### INSTRUCTIONS FOR THE TASK
Your response should contain every line from the data below that holds the string "stream".

### ENTRIES SUPPLIED

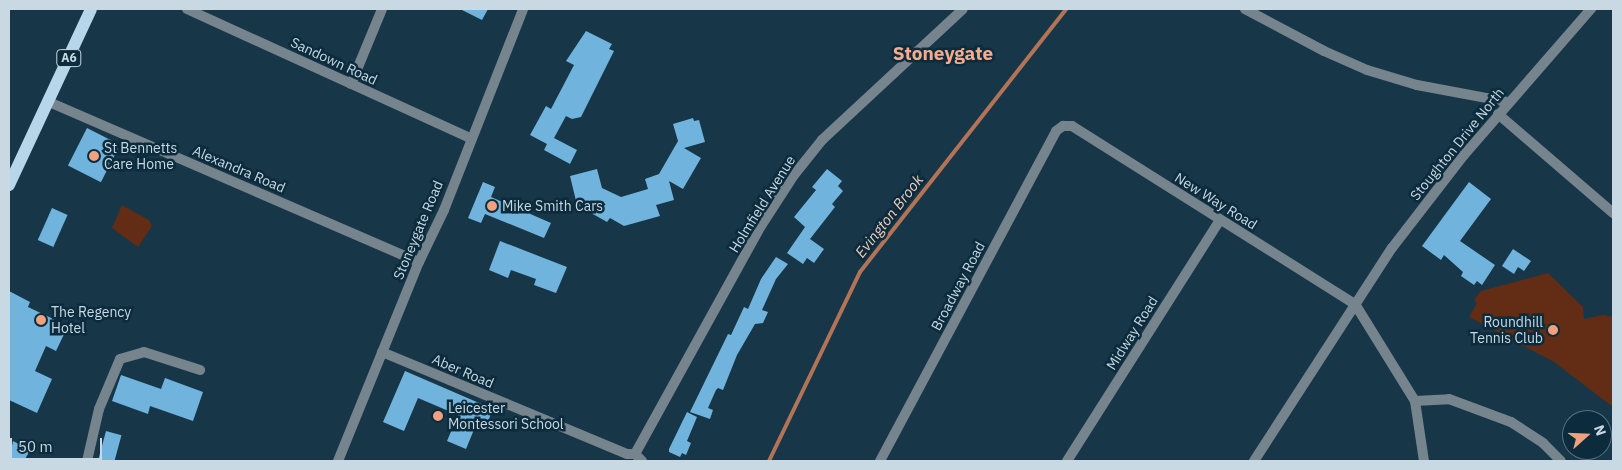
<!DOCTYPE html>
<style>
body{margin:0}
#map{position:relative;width:1622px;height:470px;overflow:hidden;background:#173648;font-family:"IBM Plex Sans",sans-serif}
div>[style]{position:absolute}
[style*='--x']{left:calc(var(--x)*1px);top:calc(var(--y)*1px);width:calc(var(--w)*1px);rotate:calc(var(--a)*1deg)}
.green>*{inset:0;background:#622d14}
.stream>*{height:4px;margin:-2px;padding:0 2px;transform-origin:2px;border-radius:2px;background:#b27357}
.building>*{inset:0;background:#70b3dc;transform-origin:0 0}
.street>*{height:10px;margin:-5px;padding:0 5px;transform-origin:5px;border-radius:5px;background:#76848d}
.primary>*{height:12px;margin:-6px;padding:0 6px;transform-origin:6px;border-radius:6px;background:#b8d6e9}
.dots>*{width:14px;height:14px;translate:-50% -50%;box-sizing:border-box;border:2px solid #0c2c3d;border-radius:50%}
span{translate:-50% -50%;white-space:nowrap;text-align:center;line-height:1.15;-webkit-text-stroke:5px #0c2c3d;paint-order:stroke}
.shield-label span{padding:1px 4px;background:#0c2c3d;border:1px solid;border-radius:4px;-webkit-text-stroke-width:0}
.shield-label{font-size:12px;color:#c8d9e4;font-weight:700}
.street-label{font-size:14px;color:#c8d9e4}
.poi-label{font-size:14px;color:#c8d9e4}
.left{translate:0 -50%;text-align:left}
.right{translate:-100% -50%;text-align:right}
.water-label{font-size:15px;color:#f2ccbc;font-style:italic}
.district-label{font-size:19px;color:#f8ac8b;font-weight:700}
.frame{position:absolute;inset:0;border:10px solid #c8d9e4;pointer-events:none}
.north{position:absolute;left:1562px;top:410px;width:50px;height:50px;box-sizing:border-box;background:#0c2c3d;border:1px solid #577180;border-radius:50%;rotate:70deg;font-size:14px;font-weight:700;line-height:20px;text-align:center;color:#c8d9e4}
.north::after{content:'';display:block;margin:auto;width:18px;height:22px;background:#f2a17e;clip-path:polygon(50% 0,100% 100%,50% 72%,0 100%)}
.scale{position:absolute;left:10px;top:438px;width:92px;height:22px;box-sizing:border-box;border:2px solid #c8d9e4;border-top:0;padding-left:6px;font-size:15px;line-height:18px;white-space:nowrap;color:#c8d9e4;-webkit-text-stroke:4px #0c2c3d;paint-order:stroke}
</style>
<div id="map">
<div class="green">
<div style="clip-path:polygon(122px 205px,149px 220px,152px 226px,138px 247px,112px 228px)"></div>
<div style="clip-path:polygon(1548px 273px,1583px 307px,1584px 319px,1603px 315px,1613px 317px,1613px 407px,1554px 362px,1469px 317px,1477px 303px,1474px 300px,1481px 291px)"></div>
</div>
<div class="stream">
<div style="--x:769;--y:461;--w:210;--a:-64.3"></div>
<div style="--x:860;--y:272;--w:334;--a:-51.9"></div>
</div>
<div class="building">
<div style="clip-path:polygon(460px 9px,488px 9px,482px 20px)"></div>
<div style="clip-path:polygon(586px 31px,612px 44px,609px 49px,614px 51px,581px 117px,572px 119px,566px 116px,554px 138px,577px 150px,570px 164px,544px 150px,547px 144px,530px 135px,546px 106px,551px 109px,574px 65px,566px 61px)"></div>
<div style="clip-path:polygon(693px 118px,694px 121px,699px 120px,705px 142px,684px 148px,701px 158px,683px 189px,669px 181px,674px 200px,656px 205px,660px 216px,624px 226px,610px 218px,607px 222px,577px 205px,570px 176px,597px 169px,602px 188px,621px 197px,648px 189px,645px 179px,659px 174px,678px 141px,673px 124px)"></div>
<div style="left:87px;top:128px;width:37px;height:42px;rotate:27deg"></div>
<div style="clip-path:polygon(827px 169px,842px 181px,838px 186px,843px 191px,832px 204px,835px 207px,810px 239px,824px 249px,814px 263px,807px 258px,803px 264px,787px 253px,805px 227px,794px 217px,816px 190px,812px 187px)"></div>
<div style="clip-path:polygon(483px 182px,495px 187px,491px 197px,551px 223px,544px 238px,485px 214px,481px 223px,468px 218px)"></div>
<div style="clip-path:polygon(1469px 182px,1491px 199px,1460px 241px,1495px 265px,1482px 285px,1477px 281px,1474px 285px,1461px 276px,1463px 272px,1444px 255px,1441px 260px,1422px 246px)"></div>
<div style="left:52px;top:208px;width:17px;height:35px;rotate:24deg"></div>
<div style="clip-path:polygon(500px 241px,567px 267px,556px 293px,534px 285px,536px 279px,511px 270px,508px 278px,489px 270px)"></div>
<div style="clip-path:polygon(1513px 249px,1531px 261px,1524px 271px,1518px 267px,1514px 274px,1502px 266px)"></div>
<div style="clip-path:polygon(776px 257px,788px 264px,776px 279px,762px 310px,768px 312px,763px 323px,755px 324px,737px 355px,723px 390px,718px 388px,716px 390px,708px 408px,713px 410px,710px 419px,690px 412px,728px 334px,731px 335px,744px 307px,748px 309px,761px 279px)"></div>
<div style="clip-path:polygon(9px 291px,30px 302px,28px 307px,68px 326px,56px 351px,46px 346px,35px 371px,52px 379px,37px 413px,9px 400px)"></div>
<div style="clip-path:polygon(405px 371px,493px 409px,487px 424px,478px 420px,466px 449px,447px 441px,458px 415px,418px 398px,404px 431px,383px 422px)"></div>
<div style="clip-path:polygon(121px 375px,161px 389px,165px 378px,203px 392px,193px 421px,150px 406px,148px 414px,112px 401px)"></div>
<div style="clip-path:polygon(687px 412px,697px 417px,687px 441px,691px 443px,686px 455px,682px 453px,680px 457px,669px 452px,669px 449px)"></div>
<div style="left:106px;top:431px;width:16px;height:31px;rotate:15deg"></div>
<div style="clip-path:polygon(13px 441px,30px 450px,24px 461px,9px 461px)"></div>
</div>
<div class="street">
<div style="--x:187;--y:9;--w:311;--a:24.5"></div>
<div style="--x:1245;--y:9;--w:89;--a:28"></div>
<div style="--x:1324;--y:51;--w:47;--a:23.8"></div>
<div style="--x:1367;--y:70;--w:52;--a:16.7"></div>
<div style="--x:1417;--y:85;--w:93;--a:10.6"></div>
<div style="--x:351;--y:84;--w:81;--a:-67.5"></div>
<div style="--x:49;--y:102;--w:403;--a:23.4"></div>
<div style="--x:1498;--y:114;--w:152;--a:40.7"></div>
<div style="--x:1355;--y:304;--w:114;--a:58.3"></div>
<div style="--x:1415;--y:401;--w:61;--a:81.5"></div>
<div style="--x:382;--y:352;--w:265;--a:22.6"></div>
<div style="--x:627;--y:454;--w:8;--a:0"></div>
<div style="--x:635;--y:454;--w:10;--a:45"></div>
<div style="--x:1415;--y:401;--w:34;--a:-3"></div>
<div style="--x:1449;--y:399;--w:66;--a:20.4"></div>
<div style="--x:1511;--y:422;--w:38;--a:33"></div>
<div style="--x:1543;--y:443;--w:25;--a:45"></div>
<div style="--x:635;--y:454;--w:260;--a:-61.1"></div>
<div style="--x:761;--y:226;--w:61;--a:-57.1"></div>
<div style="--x:794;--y:175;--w:45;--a:-51.3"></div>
<div style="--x:822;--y:140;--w:192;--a:-42.9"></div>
<div style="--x:87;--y:461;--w:53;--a:-77"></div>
<div style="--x:99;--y:409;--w:54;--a:-67.2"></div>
<div style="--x:120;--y:359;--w:25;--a:-16"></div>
<div style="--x:144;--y:352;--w:59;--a:17.8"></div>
<div style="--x:338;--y:461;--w:215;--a:-67.9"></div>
<div style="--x:419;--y:262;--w:58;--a:-64.3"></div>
<div style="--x:444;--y:210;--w:216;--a:-68.5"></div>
<div style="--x:880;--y:461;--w:374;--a:-61.9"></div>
<div style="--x:1056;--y:131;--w:9;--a:-36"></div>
<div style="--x:1063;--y:126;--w:9;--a:0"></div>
<div style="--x:1072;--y:126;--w:334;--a:32.2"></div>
<div style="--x:1067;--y:461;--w:285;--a:-57.6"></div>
<div style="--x:1254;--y:461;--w:254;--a:-57.1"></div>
<div style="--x:1392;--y:248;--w:118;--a:-52.3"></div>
<div style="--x:1464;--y:155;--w:194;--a:-49"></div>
</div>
<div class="primary">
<div style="--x:9;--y:185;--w:194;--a:-65"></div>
</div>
<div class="dots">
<div style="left:94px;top:156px;background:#f2a17e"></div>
<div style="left:492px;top:206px;background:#f2a17e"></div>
<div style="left:41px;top:320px;background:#f2a17e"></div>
<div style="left:1553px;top:330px;background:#f2a17e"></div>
<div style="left:438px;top:416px;background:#f2a17e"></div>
</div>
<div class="shield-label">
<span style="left:69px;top:58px">A6</span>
</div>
<div class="street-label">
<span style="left:334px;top:61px;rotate:25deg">Sandown Road</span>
<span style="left:1457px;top:144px;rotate:-51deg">Stoughton Drive North</span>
<span style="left:239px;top:169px;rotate:23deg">Alexandra Road</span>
<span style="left:1216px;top:201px;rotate:32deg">New Way Road</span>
<span style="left:762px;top:204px;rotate:-58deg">Holmfield Avenue</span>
<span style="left:418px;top:230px;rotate:-67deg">Stoneygate Road</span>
<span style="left:958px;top:286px;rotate:-62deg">Broadway Road</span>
<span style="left:1132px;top:333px;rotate:-58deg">Midway Road</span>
<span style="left:463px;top:371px;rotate:23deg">Aber Road</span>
</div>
<div class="poi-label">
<span class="left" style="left:104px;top:156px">St Bennetts<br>Care Home</span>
<span class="left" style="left:502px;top:206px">Mike Smith Cars</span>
<span class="left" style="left:51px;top:320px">The Regency<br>Hotel</span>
<span class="right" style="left:1543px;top:330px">Roundhill<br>Tennis Club</span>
<span class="left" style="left:448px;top:416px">Leicester<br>Montessori School</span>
</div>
<div class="water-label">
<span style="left:889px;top:216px;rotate:-52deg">Evington Brook</span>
</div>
<div class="district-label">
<span style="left:943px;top:54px">Stoneygate</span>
</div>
<div class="frame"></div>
<div class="north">N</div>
<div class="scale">50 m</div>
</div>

### FINISHED TASK
.stream>*{height:4px;margin:-2px;padding:0 2px;transform-origin:2px;border-radius:2px;background:#b27357}
<div class="stream">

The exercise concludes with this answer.